::: Dataset
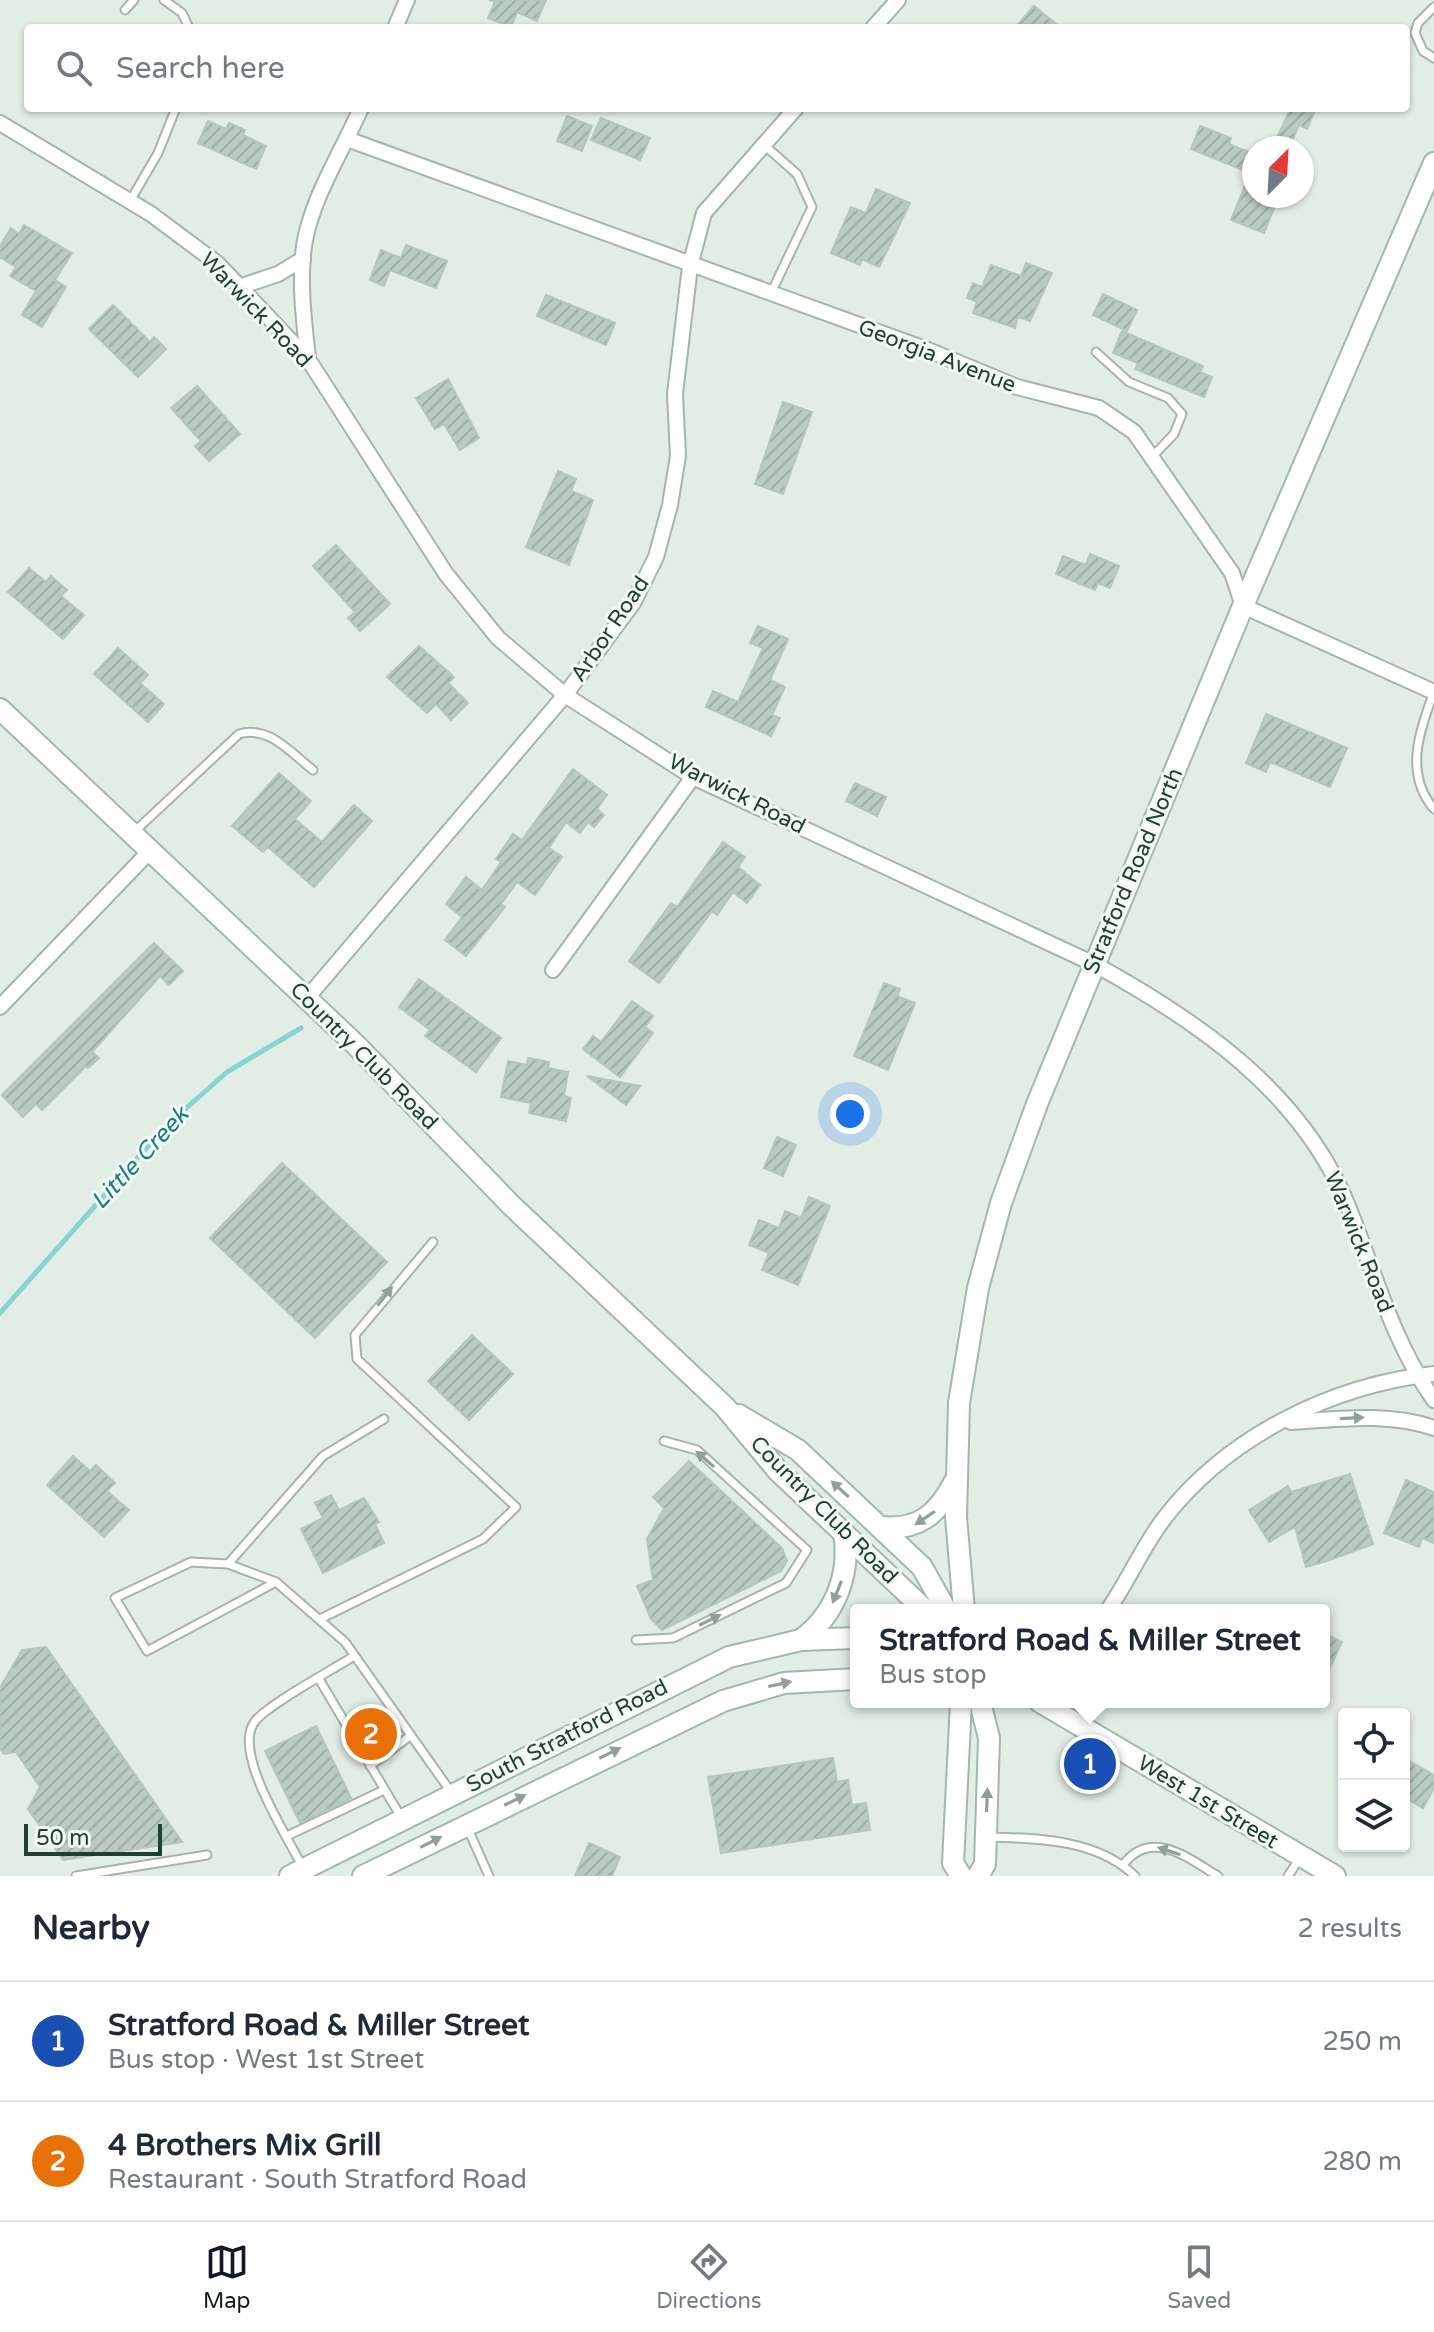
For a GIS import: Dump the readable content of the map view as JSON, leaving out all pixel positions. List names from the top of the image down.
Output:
{
  "streets": {
    "main road": [
      "Stratford Road North",
      "Country Club Road",
      "South Stratford Road",
      "West 1st Street"
    ],
    "street": ["Warwick Road", "Georgia Avenue", "Arbor Road"]
  },
  "crossings": [
    ["Warwick Road", "Arbor Road"],
    ["Warwick Road", "Stratford Road North"],
    ["Georgia Avenue", "Arbor Road"],
    ["Georgia Avenue", "Stratford Road North"],
    ["Arbor Road", "Country Club Road"]
  ],
  "water": ["Little Creek"],
  "scale_bar": "50 m",
  "north": "top right",
  "page": {
    "search": "Search here",
    "popup": ["Stratford Road & Miller Street", "Bus stop"],
    "pins": ["2", "1"],
    "scale": "50 m",
    "heading": ["Nearby", "2 results"],
    "list": [
      {
        "mark": "1",
        "name": "Stratford Road & Miller Street",
        "note": "Bus stop · West 1st Street",
        "value": "250 m"
      },
      {
        "mark": "2",
        "name": "4 Brothers Mix Grill",
        "note": "Restaurant · South Stratford Road",
        "value": "280 m"
      }
    ],
    "nav": ["Map", "Directions", "Saved"]
  }
}
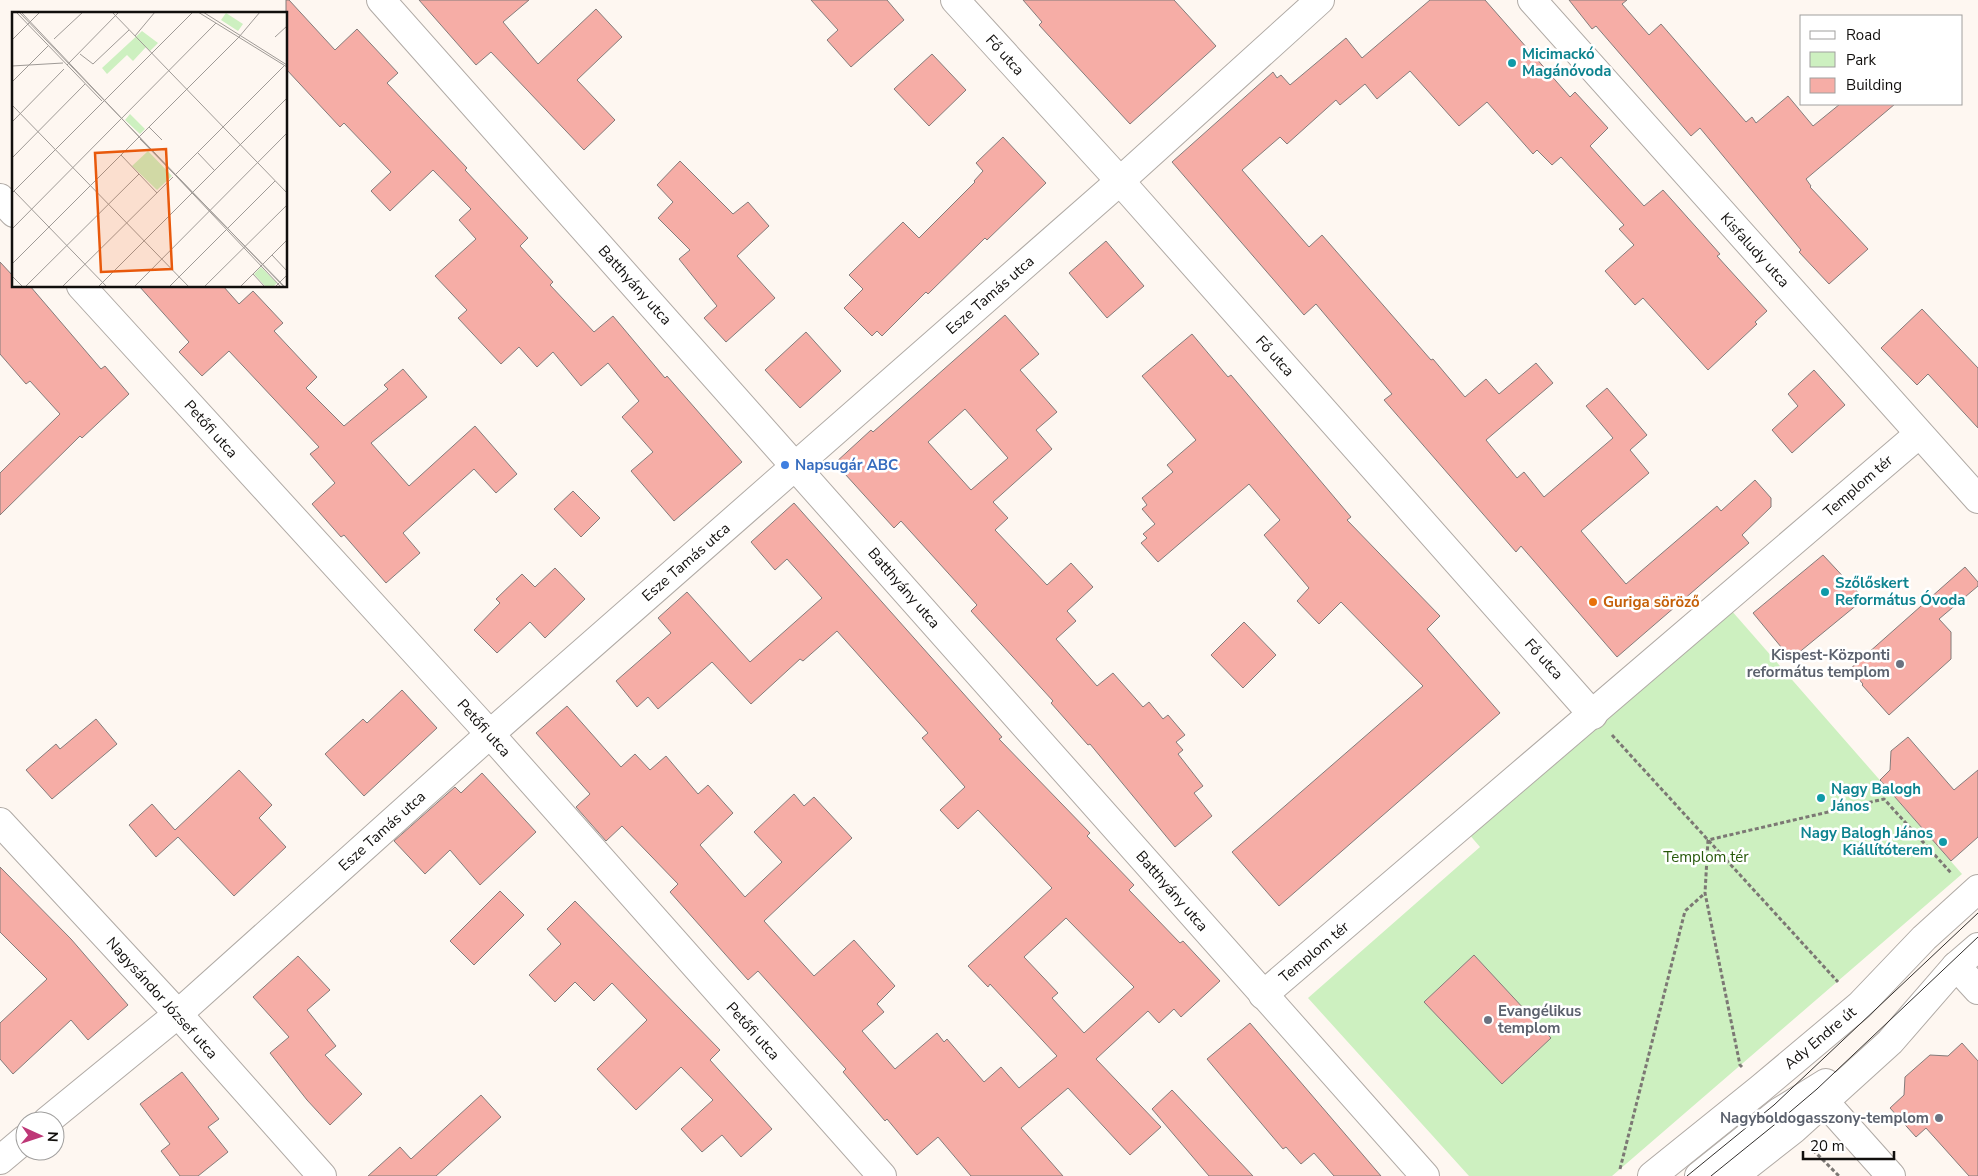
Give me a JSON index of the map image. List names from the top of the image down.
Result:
{
  "streets": {
    "street": [
      "Fő utca",
      "Kisfaludy utca",
      "Batthyány utca",
      "Esze Tamás utca",
      "Petőfi utca",
      "Templom tér",
      "Nagysándor József utca",
      "Ady Endre út"
    ]
  },
  "crossings": [
    ["Fő utca", "Esze Tamás utca"],
    ["Fő utca", "Templom tér"],
    ["Kisfaludy utca", "Templom tér"],
    ["Batthyány utca", "Esze Tamás utca"],
    ["Batthyány utca", "Templom tér"],
    ["Esze Tamás utca", "Petőfi utca"],
    ["Esze Tamás utca", "Nagysándor József utca"]
  ],
  "parks": ["Templom tér"],
  "places": [
    "Micimackó Magánóvoda",
    "Napsugár ABC",
    "Szőlőskert Református Óvoda",
    "Guriga söröző",
    "Kispest-Központi református templom",
    "Nagy Balogh János",
    "Nagy Balogh János Kiállítóterem",
    "Evangélikus templom",
    "Nagyboldogasszony-templom"
  ],
  "legend": ["Road", "Park", "Building"],
  "scale_bar": "20 m",
  "north": "right"
}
::::::
# Your instructions
Return every line of the records exactly as given, pictures excluded.

# Exercise result
For a GIS import: Dump the readable content of the map view as JSON, leaving out all pixel positions. List names from the top of the image down.
Output:
{
  "streets": {
    "main road": [
      "Stratford Road North",
      "Country Club Road",
      "South Stratford Road",
      "West 1st Street"
    ],
    "street": ["Warwick Road", "Georgia Avenue", "Arbor Road"]
  },
  "crossings": [
    ["Warwick Road", "Arbor Road"],
    ["Warwick Road", "Stratford Road North"],
    ["Georgia Avenue", "Arbor Road"],
    ["Georgia Avenue", "Stratford Road North"],
    ["Arbor Road", "Country Club Road"]
  ],
  "water": ["Little Creek"],
  "scale_bar": "50 m",
  "north": "top right",
  "page": {
    "search": "Search here",
    "popup": ["Stratford Road & Miller Street", "Bus stop"],
    "pins": ["2", "1"],
    "scale": "50 m",
    "heading": ["Nearby", "2 results"],
    "list": [
      {
        "mark": "1",
        "name": "Stratford Road & Miller Street",
        "note": "Bus stop · West 1st Street",
        "value": "250 m"
      },
      {
        "mark": "2",
        "name": "4 Brothers Mix Grill",
        "note": "Restaurant · South Stratford Road",
        "value": "280 m"
      }
    ],
    "nav": ["Map", "Directions", "Saved"]
  }
}
Give me a JSON index of the map image. List names from the top of the image down.
Result:
{
  "streets": {
    "street": [
      "Fő utca",
      "Kisfaludy utca",
      "Batthyány utca",
      "Esze Tamás utca",
      "Petőfi utca",
      "Templom tér",
      "Nagysándor József utca",
      "Ady Endre út"
    ]
  },
  "crossings": [
    ["Fő utca", "Esze Tamás utca"],
    ["Fő utca", "Templom tér"],
    ["Kisfaludy utca", "Templom tér"],
    ["Batthyány utca", "Esze Tamás utca"],
    ["Batthyány utca", "Templom tér"],
    ["Esze Tamás utca", "Petőfi utca"],
    ["Esze Tamás utca", "Nagysándor József utca"]
  ],
  "parks": ["Templom tér"],
  "places": [
    "Micimackó Magánóvoda",
    "Napsugár ABC",
    "Szőlőskert Református Óvoda",
    "Guriga söröző",
    "Kispest-Központi református templom",
    "Nagy Balogh János",
    "Nagy Balogh János Kiállítóterem",
    "Evangélikus templom",
    "Nagyboldogasszony-templom"
  ],
  "legend": ["Road", "Park", "Building"],
  "scale_bar": "20 m",
  "north": "right"
}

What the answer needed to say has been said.